La responsabilité du liquidateur judiciaire est également encadrée, mais elle s’exerce dans le cadre d’une procédure collective, sous le contrôle du juge-commissaire. Le liquidateur judiciaire doit respecter l’ordre des créanciers et veiller à la préservation des droits de chacun. Les créanciers disposent de voies de recours spécifiques en cas de manquement du liquidateur judiciaire.


Conséquences pour la société et les créanciers

La liquidation amiable permet, en principe, une gestion plus souple et plus rapide de la dissolution de la société, sous réserve de l’apurement intégral du passif. Les créanciers peuvent agir contre le liquidateur amiable en cas de manquement à ses obligations, comme l’illustre la Cour d'appel de Douai, Troisieme chambre, 19 octobre 2017, n° 16/07505.

En liquidation judiciaire, la société est dessaisie de sa gestion, et les créanciers sont soumis à la discipline collective de la procédure. Les droits des créanciers sont traités selon un ordre légal, et les recours contre le liquidateur judiciaire sont encadrés par la loi.

La Cour de cassation, Chambre commerciale, 25 juin 2013, 12-19.173, Publié au bulletin précise que le délai de prescription de l’action en responsabilité contre le liquidateur amiable court à compter de la reconnaissance définitive des droits du créancier, ce qui protège les créanciers contre les manquements du liquidateur.


Conclusion

La liquidation amiable et la liquidation judiciaire poursuivent le même objectif de mettre fin à l’existence d’une société et de régler son passif, mais elles obéissent à des régimes juridiques distincts.
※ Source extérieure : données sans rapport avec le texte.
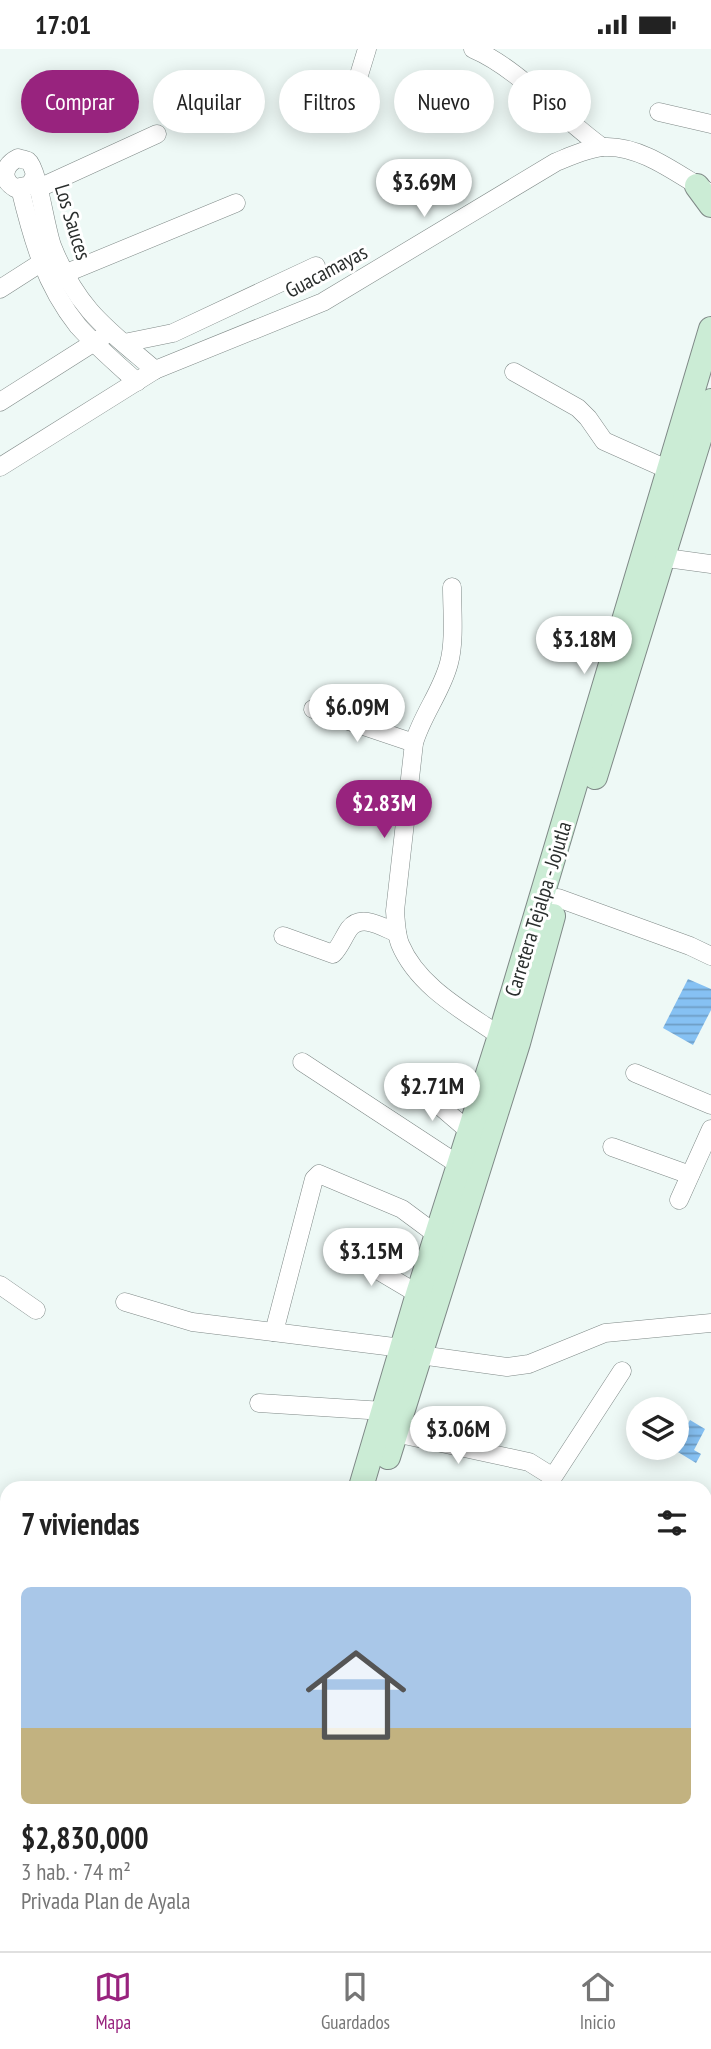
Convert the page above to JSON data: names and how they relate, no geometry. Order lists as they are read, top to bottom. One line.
{"streets":{"main road":["Carretera Tejalpa - Jojutla"],"street":["Los Sauces","Guacamayas"]},"crossings":[["Los Sauces","Guacamayas"]],"page":{"status":"17:01","chip":["Comprar","Alquilar","Filtros","Nuevo","Piso"],"price":["$3.69M","$3.18M","$6.09M","$2.83M","$2.71M","$3.15M","$3.06M"],"heading":"7 viviendas","list":[{"name":"$2,830,000","note":"3 hab. · 74 m² · Privada Plan de Ayala"}],"tabs":["Mapa","Guardados","Inicio"]}}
La liquidation amiable est une procédure volontaire, interne à la société, qui suppose l’absence de cessation des paiements et impose au liquidateur amiable l’apurement intégral du passif. En cas d’insuffisance d’actif, le liquidateur amiable doit solliciter l’ouverture d’une procédure collective.
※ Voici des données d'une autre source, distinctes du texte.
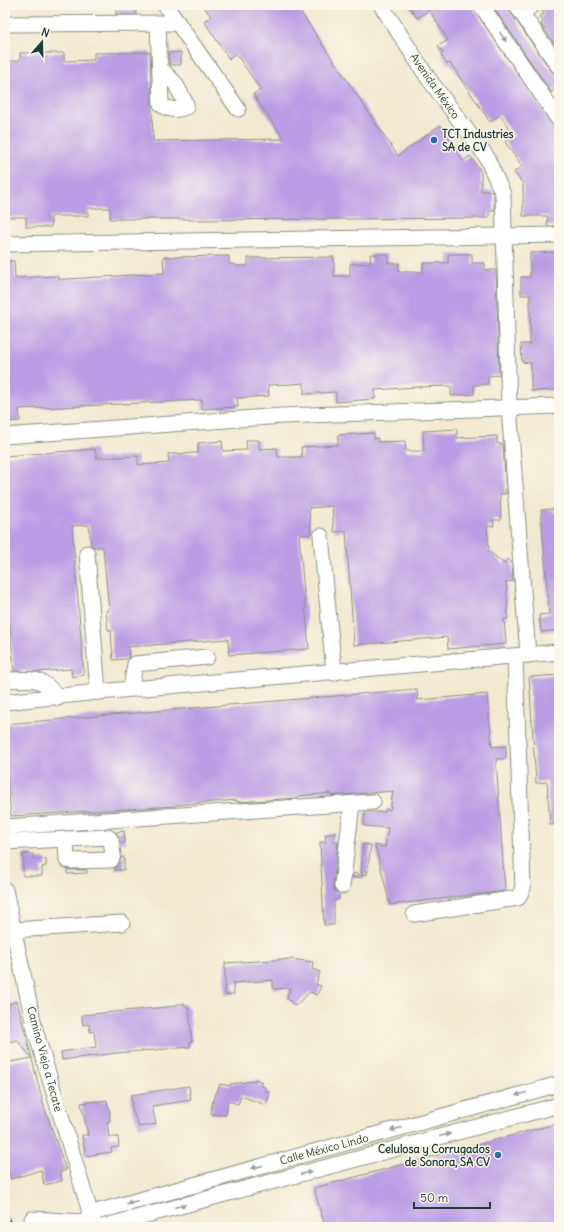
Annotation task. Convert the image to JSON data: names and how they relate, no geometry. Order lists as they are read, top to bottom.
{
  "streets": {
    "street": ["Avenida México", "Camino Viejo a Tecate", "Calle México Lindo"]
  },
  "crossings": [
    ["Camino Viejo a Tecate", "Calle México Lindo"]
  ],
  "places": ["TCT Industries SA de CV", "Celulosa y Corrugados de Sonora, SA CV"],
  "scale_bar": "50 m",
  "north": "top"
}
La liquidation judiciaire, quant à elle, est une procédure collective, imposée par le tribunal en cas de cessation des paiements et d’impossibilité manifeste de redressement. Elle entraîne le dessaisissement du débiteur et la gestion centralisée de la liquidation par un liquidateur judiciaire, sous le contrôle du juge-commissaire.

La jurisprudence rappelle avec constance la rigueur des obligations pesant sur le liquidateur amiable, dont la responsabilité peut être engagée en cas de manquement à l’apurement du passif. Les créanciers disposent de voies de recours spécifiques pour faire valoir leurs droits, tant en liquidation amiable qu’en liquidation judiciaire.